Sunday, July 17, 2016

"Mandating V2V Connectivity Is a Waste of Time"

Ronald Bailey, Science Correspondent, Reason magazine (adapted from "Will Politicians Block Our Driverless Future," Reason.com, June 18, 2016)

There are two "equally important components that will determine the future of autonomous vehicles," Lyft's vice president for government relations, Joseph Okpaku said at a March Senate Commerce Committee hearing. "The first is the interaction of everyday people with these new vehicles, and the second is the much more unpredictable interface of government with this entirely new transportation resource."

University of Texas engineer Kara Kockelman notes that traditional automakers tend to "see the transition to self-driving as a very natural, very normal process adding over time features like GPS, adaptive cruise control, cameras, lane-keeping-assist systems, dedicated short-range communication, and so forth." Such semi-autonomous vehicles can safely operate only in predictable traffic environments, so some manufacturers are suggesting that dedicated additional infrastructure, such as separate highway lanes, be built for them.

But "special lanes are a bad idea," says Kockelman. "They would be incredibly expensive and constraining." Planners, politicians, and regulators may think that establishing dedicated infrastructure for self-driving cars is helpful, but autonomous vehicle pioneer Brad Templeton notes that "such rules could easily lead to them not being allowed in ordinary lanes."

Kockelman argues that semi-autonomous vehicles, or what NHTSA calls "limited self-driving automation," present a big safety problem.

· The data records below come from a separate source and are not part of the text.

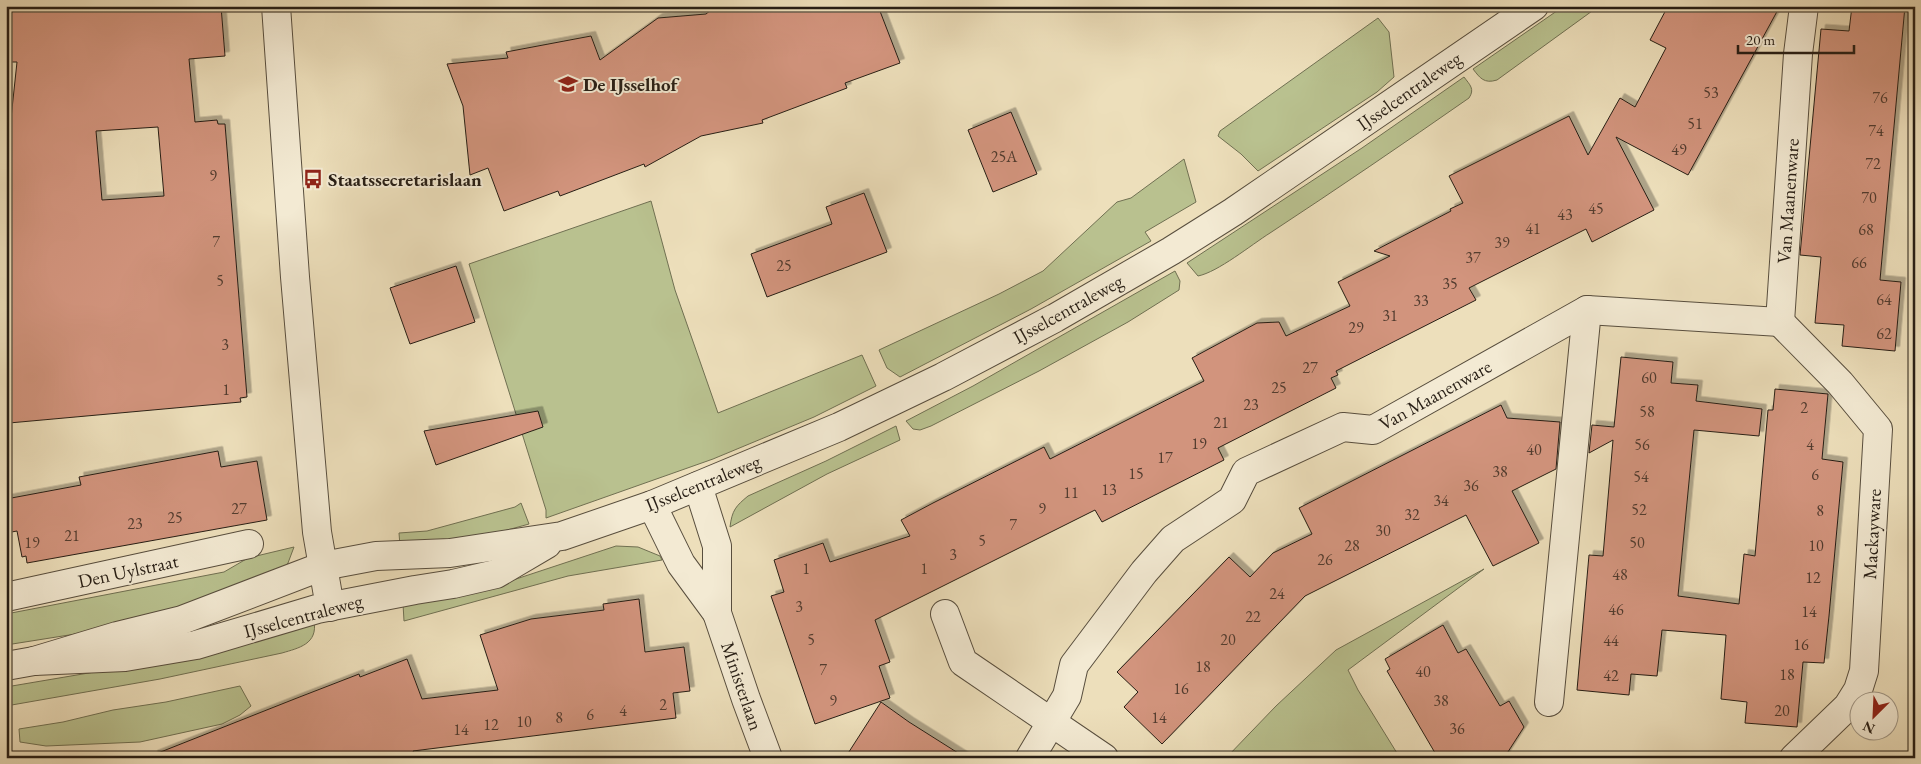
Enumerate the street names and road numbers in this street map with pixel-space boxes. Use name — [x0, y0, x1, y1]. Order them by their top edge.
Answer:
street label: IJsselcentraleweg — [1352, 45, 1467, 136]
street label: Van Maanenware — [1771, 138, 1805, 264]
street label: IJsselcentraleweg — [1009, 268, 1128, 350]
street label: Van Maanenware — [1374, 354, 1496, 436]
street label: IJsselcentraleweg — [642, 448, 765, 517]
street label: Mackayware — [1857, 488, 1887, 580]
street label: Den Uylstraat — [75, 548, 181, 594]
street label: IJsselcentraleweg — [241, 588, 366, 644]
street label: Ministerlaan — [715, 638, 769, 734]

With these so-called Level 3 vehicles, drivers cede full control to the car for the most part, but must be ready at all times to take over if something untoward occurs. The problem is that such semi-autonomous cars travel along safely 99 percent of the time, allowing the attention of their bored drivers to falter. In an August 2015 study, NHTSA reported that depending on the on-board alert, it took drivers as long as 17 seconds to regain manual control of the semi-autonomous car. "The radical change to full automation is important," argues Kockelman. "Level 3 is too dangerous. We have to jump over that to Level 4 full automation, and most manufacturers don't want to do that. They want protection; they want baby steps; they want special corridors. They won't get that."

Consequently, the first law of the robocar revolution, according to Templeton, is that "you don't change the infrastructure." Whatever functionality is needed to drive safely should be on board each individual vehicle. "Just tell the software people that this is the road you have to drive on, and let them figure it out," Templeton says. "Everything you must do is in the software, or you lose." Some self-driving shuttles confined to specific areas—airports, pedestrian malls, colleges campuses—will be deployed, but they are not the future of this technology.

Another infrastructure mistake would be mandating the deployment of "smart roadside infrastructure," such as traffic lights and sensors to monitor conditions like icing on bridges and communicate the information via radio to autonomous cars. In 2015, Sens. Debbie Stabenow (D, MI), Gary Peters (D, MI), and Lamar Alexander (R-TN) embraced this idea when they introduced the Vehicle Innovation Act, which included spending more than $300 million on various favored tech, including vehicle-to-vehicle (V2V) and vehicle-to-infrastructure (V2I) communications systems.


Before embracing such external information systems, keep in mind that the U.S. DOT estimated in 2007 that 75% of the nation's 330,000 traffic lights are mistimed or use obsolete control systems. "If city and county street and road agencies can't keep traffic signals up-to-date, how long would it take them to install and upgrade smart road systems?" Randal O'Toole asked in a 2014 Cato Institute study, "Policy Implications of Autonomous Vehicles." It's all most states and cities can do to fix potholes, much less deploy and maintain sophisticated networks of roadway sensors.

Other regulators and politicians want to require automobiles to be equipped with V2V communications tech using dedicated short-range communications (DSRC) protocols. The idea is that cars could talk to one another to provide warnings of traffic jams, accidents ahead, or vehicles in front that are braking. They might even cooperate with one another to get through intersections. A good bit of the Obama Administration's promised $4 billion for autonomous vehicles would be earmarked forV2V research and development.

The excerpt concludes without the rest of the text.